(Saved entries):
········
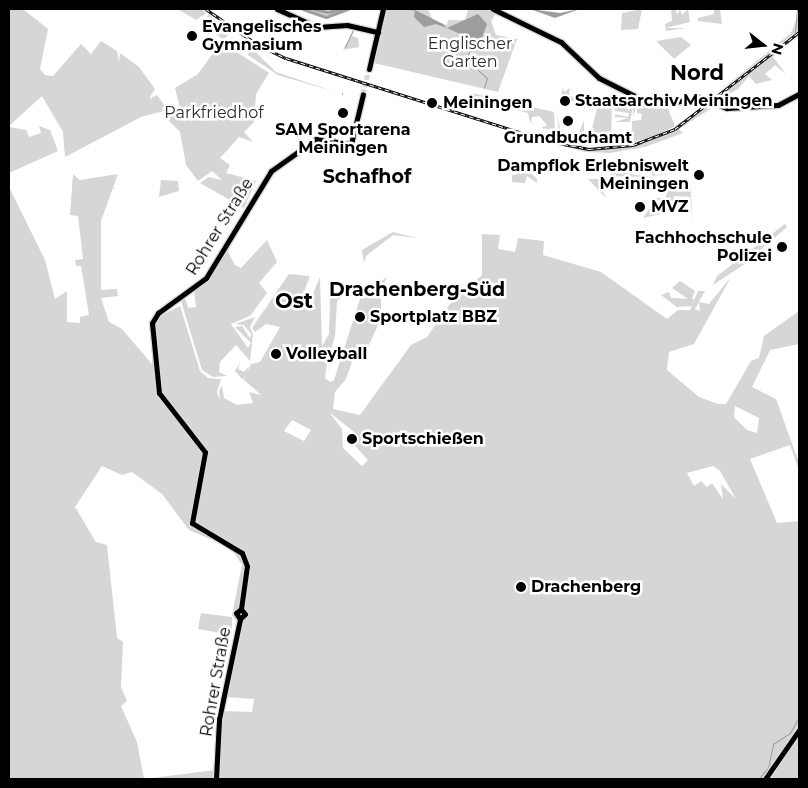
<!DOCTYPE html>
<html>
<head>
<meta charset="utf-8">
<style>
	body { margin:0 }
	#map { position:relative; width:808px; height:788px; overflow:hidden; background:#fff; font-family:Montserrat,sans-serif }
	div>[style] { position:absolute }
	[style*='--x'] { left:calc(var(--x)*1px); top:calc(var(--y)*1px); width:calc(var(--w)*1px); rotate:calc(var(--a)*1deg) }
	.green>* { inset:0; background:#d6d6d6 }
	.water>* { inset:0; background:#9d9d9d }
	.stream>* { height:1px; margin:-0.5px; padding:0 0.5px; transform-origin:0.5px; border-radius:0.5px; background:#9d9d9d }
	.canal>* { height:2.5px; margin:-1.25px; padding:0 1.25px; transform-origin:1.25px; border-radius:1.25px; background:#9d9d9d }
	.major-tunnel>* { height:5px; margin-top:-2.5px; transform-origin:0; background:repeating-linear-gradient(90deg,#d9d9d9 0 5px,transparent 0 7.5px) }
	.roads { filter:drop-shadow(1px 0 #dbdbdb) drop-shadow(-1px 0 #dbdbdb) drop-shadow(0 1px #dbdbdb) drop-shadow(0 -1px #dbdbdb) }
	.major>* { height:5px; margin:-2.5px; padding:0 2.5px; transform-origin:2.5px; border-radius:2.5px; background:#000 }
	.rail>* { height:3px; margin-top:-1.5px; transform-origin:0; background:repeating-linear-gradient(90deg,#fff 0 4px,#000 0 8px); box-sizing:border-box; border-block:1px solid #000 }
	.dots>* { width:14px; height:14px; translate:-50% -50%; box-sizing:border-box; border:2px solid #fff; border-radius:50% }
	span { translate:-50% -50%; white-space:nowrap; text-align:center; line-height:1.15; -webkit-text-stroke:5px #fff; paint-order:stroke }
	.poi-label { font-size:16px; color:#000; font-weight:700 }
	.left { translate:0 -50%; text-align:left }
	.right { translate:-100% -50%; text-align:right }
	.park-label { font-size:16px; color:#2d2d2d }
	.street-label { font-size:16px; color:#000 }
	.quarter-label { font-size:19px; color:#000; font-weight:700 }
	.district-label { font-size:21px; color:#000; font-weight:700 }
	.frame { position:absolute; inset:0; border:10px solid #000; pointer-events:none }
	.north { position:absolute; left:738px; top:20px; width:50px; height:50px; -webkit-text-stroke:4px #fff; paint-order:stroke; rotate:106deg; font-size:14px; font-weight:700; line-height:20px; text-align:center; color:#000 }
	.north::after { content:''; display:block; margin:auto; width:18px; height:22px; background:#000; clip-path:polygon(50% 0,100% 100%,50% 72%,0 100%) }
</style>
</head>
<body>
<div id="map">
	<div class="green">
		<i style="clip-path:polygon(9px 9px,23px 9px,48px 29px,40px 69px,45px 75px,53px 76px,81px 44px,91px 54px,101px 41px,117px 51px,119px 62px,120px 53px,139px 67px,155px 89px,150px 97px,152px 103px,151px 98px,157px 95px,168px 110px,141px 117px,65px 157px,63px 132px,42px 96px,9px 126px)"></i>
		<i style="clip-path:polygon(202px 9px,206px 13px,196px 20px,179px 10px)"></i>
		<i style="clip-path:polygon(299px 9px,326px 11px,350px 9px,327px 19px)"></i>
		<i style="clip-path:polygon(386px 9px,428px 9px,433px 21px,447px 25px,448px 20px,465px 20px,468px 9px,489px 9px,511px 19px,495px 15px,491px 21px,496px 35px,517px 39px,498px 92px,374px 63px)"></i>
		<i style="clip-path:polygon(642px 9px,638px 29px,621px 30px,622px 13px)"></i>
		<i style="clip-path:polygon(671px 9px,676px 9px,677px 15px,680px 9px,682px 15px,688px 9px,690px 22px,666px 28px,686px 28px,666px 31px,665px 24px,672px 21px)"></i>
		<i style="clip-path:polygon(714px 9px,720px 9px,722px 24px,698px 21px,698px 18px,714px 14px)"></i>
		<i style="clip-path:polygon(799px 13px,799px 30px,710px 99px,791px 33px)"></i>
		<i style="clip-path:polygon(209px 14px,229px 33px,224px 40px,202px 24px)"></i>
		<i style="clip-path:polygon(355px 29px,352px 36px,358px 38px,359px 47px,343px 50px)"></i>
		<i style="clip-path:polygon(799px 33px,799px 40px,797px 37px,773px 57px,786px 74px,775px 65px,765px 74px,772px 80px,756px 84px,749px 76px,738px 89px,714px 102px)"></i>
		<i style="clip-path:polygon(681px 37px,691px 45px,674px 59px,656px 41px)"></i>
		<i style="clip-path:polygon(221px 42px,269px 73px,256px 94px,254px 122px,244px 132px,253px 142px,239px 137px,220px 158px,230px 165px,226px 173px,256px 181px,244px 208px,200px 183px,209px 177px,222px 180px,212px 171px,198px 181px,186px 165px,180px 132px,162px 114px,181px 112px,175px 88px,198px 74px)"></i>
		<i style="clip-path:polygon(249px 46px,276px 72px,335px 92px,278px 75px,248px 55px)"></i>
		<i style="clip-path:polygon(563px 87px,564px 92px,570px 88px,569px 96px,586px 100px,588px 95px,612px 103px,611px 144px,632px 142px,632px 121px,641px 120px,642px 114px,637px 113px,637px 106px,633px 116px,633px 106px,630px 122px,615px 122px,628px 118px,615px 117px,615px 114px,628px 117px,629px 113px,615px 111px,615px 103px,629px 110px,635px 100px,667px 106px,675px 126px,709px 103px,682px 123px,652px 137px,621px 145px,580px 146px,560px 142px,557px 113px,562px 138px,602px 144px,603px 140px,580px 137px,579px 133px,584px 120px,584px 136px,590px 137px,599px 100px,593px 98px,589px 113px,592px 99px,588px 98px,583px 113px,585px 102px,560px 100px)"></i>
		<i style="clip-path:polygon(471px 93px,554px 112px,555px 130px,541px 128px,547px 125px,539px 116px,532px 117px,531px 122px,538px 127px,530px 122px,528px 113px,498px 105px,492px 108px,493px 103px,475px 99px,473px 103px)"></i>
		<i style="clip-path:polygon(711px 104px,712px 108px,679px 129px,683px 133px,645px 147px,610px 153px,585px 152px,567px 147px,611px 149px,646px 143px,675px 130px)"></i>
		<i style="clip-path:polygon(39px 126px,50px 130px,58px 151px,9px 173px,9px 127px,26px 130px,29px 137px,41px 133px)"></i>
		<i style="clip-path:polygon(611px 160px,644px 160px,645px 171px,653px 171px,655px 175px,688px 172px,653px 176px,651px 172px,644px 173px,643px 161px,632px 160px,629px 174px,652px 177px,611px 176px)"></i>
		<i style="clip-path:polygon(522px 165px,537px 179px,537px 183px,527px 176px,525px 183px,512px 182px,512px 175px,518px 174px)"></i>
		<i style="clip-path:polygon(evenodd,73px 174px,80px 180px,118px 174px,101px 221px,101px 290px,117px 289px,118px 296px,101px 298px,109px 322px,122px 329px,152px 364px,156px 318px,180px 306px,200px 371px,208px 378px,221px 379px,217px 392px,220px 401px,219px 391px,222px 385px,224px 398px,237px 405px,253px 403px,249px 392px,261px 395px,244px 380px,246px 375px,243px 380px,235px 371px,240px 363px,238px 369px,244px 372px,249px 366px,246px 374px,251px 364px,260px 362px,280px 327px,266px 324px,255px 332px,252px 328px,289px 274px,310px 276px,303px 295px,311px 298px,320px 277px,322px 346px,329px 334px,330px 298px,342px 297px,337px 301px,335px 336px,327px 363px,325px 378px,330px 382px,334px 380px,361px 296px,387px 277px,381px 290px,381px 319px,367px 349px,361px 347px,354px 356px,346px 379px,335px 392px,333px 409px,360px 415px,411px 345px,427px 337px,449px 305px,482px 275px,482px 234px,500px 235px,498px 249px,515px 252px,518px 238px,544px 241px,543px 255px,601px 272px,667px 319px,678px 310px,690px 310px,698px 291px,705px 291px,695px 309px,700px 311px,699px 302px,709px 304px,731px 277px,694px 344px,669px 352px,667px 370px,699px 397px,718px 404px,726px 404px,751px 361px,759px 358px,764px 336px,799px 311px,799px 344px,770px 350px,752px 387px,776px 399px,799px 463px,799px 470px,790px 445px,750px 459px,777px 523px,799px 521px,799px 726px,764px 779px,144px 779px,215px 770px,216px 722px,233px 655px,236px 621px,232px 615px,242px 565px,231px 548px,189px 530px,162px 494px,132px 472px,122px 475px,102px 466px,75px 507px,96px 542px,107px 545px,117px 638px,123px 642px,121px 687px,127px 701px,121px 706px,137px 742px,144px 779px,9px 779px,9px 187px,45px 260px,55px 299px,67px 291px,67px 322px,80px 323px,80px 317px,89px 315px,81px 266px,76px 266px,75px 260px,83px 259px,78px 216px,70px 215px,73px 174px,735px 406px,759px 418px,757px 433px,747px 430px,734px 417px,735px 406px,73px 174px,329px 412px,354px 432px,347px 437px,368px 460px,362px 466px,343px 448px,342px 429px,329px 412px,73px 174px,292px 420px,311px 430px,304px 441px,284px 431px,292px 420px,73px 174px,713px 466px,720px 471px,736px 499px,721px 484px,723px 499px,712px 483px,707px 487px,701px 481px,694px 486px,687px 473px,713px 466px,73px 174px,225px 697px,254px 699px,252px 712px,222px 711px,225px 697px)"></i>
		<i style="clip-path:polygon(588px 179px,670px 179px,664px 182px,670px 186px,666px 191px,664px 187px,601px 187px,606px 198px)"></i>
		<i style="clip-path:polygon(672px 179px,690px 180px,693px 225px,690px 197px,674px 196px,674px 211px,643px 218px,650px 208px,669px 209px,668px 201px,648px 198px,665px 198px)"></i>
		<i style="clip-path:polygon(161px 180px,178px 181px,179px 191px,159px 197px)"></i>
		<i style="clip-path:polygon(785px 224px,787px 227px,743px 265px,713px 285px,717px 276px)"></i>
		<i style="clip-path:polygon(237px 229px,228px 252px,235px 265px,241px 268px,267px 240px,277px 262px,259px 283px,267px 293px,250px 316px,231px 324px,248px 348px,251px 343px,235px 327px,242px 326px,250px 338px,251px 334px,244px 325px,235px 324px,255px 317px,250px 327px,253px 335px,250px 361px,236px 345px,220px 362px,219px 372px,227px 376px,213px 377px,202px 370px,181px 301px,182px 299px,189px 294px,185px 297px,188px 308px,196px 307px,194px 290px,207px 279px)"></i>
		<i style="clip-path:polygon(393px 232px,417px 238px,393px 235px,366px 256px,364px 263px,362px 250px)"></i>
		<i style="clip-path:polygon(680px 281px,695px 291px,691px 301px,672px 288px)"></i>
		<i style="clip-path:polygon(669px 292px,671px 298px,694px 299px,692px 306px,677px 307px,661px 295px)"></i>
		<i style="clip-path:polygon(201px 613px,232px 617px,232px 635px,198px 629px)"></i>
		<i style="clip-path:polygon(799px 731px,799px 779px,766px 779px,793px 744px)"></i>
	</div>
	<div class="water">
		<i style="clip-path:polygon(530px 9px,560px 13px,580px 9px,555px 18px)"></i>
		<i style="clip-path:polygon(415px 10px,443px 24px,446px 28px,436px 24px,424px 27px,414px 17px)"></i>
		<i style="clip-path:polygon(478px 14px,487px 24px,480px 43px,447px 28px)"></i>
	</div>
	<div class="stream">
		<i style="--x:410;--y:9;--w:4;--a:14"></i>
		<i style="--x:795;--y:32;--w:23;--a:-85"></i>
		<i style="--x:798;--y:36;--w:2;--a:63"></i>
		<i style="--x:472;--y:46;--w:7;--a:-82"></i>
		<i style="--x:345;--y:47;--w:19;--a:-65"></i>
		<i style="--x:466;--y:64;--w:17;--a:-77"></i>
		<i style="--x:478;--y:70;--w:12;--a:42"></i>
		<i style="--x:487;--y:78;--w:10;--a:107"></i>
		<i style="--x:342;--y:93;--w:1;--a:90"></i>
		<i style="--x:523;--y:170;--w:2;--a:-63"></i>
		<i style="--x:758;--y:779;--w:15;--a:-48"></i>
		<i style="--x:768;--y:768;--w:25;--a:-78"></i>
		<i style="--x:773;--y:744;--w:20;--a:-33"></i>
		<i style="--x:790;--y:733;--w:18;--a:-61"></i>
	</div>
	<div class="canal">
		<i style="--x:303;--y:9;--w:24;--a:19"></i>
		<i style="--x:326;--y:17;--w:23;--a:-20"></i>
		<i style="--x:314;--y:9;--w:14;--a:12"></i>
		<i style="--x:328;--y:12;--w:12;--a:-14"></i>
	</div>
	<div class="major-tunnel">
		<i style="--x:363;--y:94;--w:26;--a:-77"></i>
	</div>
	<div class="roads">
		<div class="major">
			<i style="--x:277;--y:9;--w:44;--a:24.2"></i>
			<i style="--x:317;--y:27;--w:30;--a:-4"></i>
			<i style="--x:347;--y:25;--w:32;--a:13"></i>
			<i style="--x:493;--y:9;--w:76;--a:25.9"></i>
			<i style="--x:561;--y:42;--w:52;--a:43.5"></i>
			<i style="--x:599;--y:78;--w:54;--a:26.6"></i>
			<i style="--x:647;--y:102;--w:19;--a:6"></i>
			<i style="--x:666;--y:104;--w:33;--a:-12"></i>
			<i style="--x:698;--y:97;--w:31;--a:21"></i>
			<i style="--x:727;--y:108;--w:51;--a:-3.4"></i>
			<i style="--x:778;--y:105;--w:24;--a:-28"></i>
			<i style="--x:369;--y:69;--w:62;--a:-76.9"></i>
			<i style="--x:241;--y:609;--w:43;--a:-82.1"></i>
			<i style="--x:247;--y:566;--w:14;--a:-111"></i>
			<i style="--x:242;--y:553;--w:58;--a:-149"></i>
			<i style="--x:192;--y:523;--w:72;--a:-79.6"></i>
			<i style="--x:205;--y:452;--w:75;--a:-127.9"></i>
			<i style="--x:159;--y:393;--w:70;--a:-95.7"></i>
			<i style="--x:152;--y:323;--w:12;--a:-59"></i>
			<i style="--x:158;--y:313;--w:59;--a:-36.1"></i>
			<i style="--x:206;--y:278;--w:125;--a:-58.7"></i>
			<i style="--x:271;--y:171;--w:55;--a:-35.4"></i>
			<i style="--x:316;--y:139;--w:35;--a:8"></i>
			<i style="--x:351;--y:144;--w:51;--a:-76.5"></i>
			<i style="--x:240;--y:619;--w:7;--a:-124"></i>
			<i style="--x:236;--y:613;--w:6;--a:-39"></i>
			<i style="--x:240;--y:619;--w:7;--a:-45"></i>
			<i style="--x:245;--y:614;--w:6;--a:-129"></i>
			<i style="--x:216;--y:779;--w:60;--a:-87.1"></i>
			<i style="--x:219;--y:719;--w:102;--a:-78.1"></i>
			<i style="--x:765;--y:779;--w:60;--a:-55.2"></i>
		</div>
	</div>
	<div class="rail">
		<i style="--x:206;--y:9;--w:62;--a:34.5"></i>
		<i style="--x:257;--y:44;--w:32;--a:26"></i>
		<i style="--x:286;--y:58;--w:275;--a:17.6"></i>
		<i style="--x:548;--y:141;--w:42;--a:11"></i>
		<i style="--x:589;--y:149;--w:44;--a:-5.2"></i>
		<i style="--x:633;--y:145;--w:45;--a:-20.9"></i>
		<i style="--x:675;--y:129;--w:157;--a:-38"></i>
	</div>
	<div class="dots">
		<i style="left:192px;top:36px;background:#000"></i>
		<i style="left:565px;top:101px;background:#000"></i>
		<i style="left:432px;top:103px;background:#000"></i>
		<i style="left:343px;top:113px;background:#000"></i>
		<i style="left:568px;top:121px;background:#000"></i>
		<i style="left:699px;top:175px;background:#000"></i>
		<i style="left:640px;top:207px;background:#000"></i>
		<i style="left:782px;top:247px;background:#000"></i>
		<i style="left:360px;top:317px;background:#000"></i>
		<i style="left:276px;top:354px;background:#000"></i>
		<i style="left:352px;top:439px;background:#000"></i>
		<i style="left:521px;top:587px;background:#000"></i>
	</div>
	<div class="poi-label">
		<span class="left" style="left:202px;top:36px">Evangelisches<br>Gymnasium</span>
		<span class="left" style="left:575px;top:101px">Staatsarchiv Meiningen</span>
		<span class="left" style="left:443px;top:103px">Meiningen</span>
		<span style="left:343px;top:139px">SAM Sportarena<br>Meiningen</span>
		<span style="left:568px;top:138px">Grundbuchamt</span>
		<span class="right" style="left:689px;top:175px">Dampflok Erlebniswelt<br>Meiningen</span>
		<span class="left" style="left:651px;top:207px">MVZ</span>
		<span class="right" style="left:772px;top:247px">Fachhochschule<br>Polizei</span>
		<span class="left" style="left:370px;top:317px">Sportplatz BBZ</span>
		<span class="left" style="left:286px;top:354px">Volleyball</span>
		<span class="left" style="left:362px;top:439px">Sportschießen</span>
		<span class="left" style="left:531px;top:587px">Drachenberg</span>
	</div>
	<div class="park-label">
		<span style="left:470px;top:53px">Englischer<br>Garten</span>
		<span style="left:214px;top:113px">Parkfriedhof</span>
	</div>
	<div class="street-label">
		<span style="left:220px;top:227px;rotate:-58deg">Rohrer Straße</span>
		<span style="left:216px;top:682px;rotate:-80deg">Rohrer Straße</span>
	</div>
	<div class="quarter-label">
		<span style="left:367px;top:177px">Schafhof</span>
		<span style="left:417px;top:290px">Drachenberg-Süd</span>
	</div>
	<div class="district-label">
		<span style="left:697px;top:73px">Nord</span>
		<span style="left:294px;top:301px">Ost</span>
	</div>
	<div class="frame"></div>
	<div class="north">N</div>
</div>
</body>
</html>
········
(Task description): Read the data above. Pull out each line in which the string "stream" appears.

(Response area):
	.stream>* { height:1px; margin:-0.5px; padding:0 0.5px; transform-origin:0.5px; border-radius:0.5px; background:#9d9d9d }
	<div class="stream">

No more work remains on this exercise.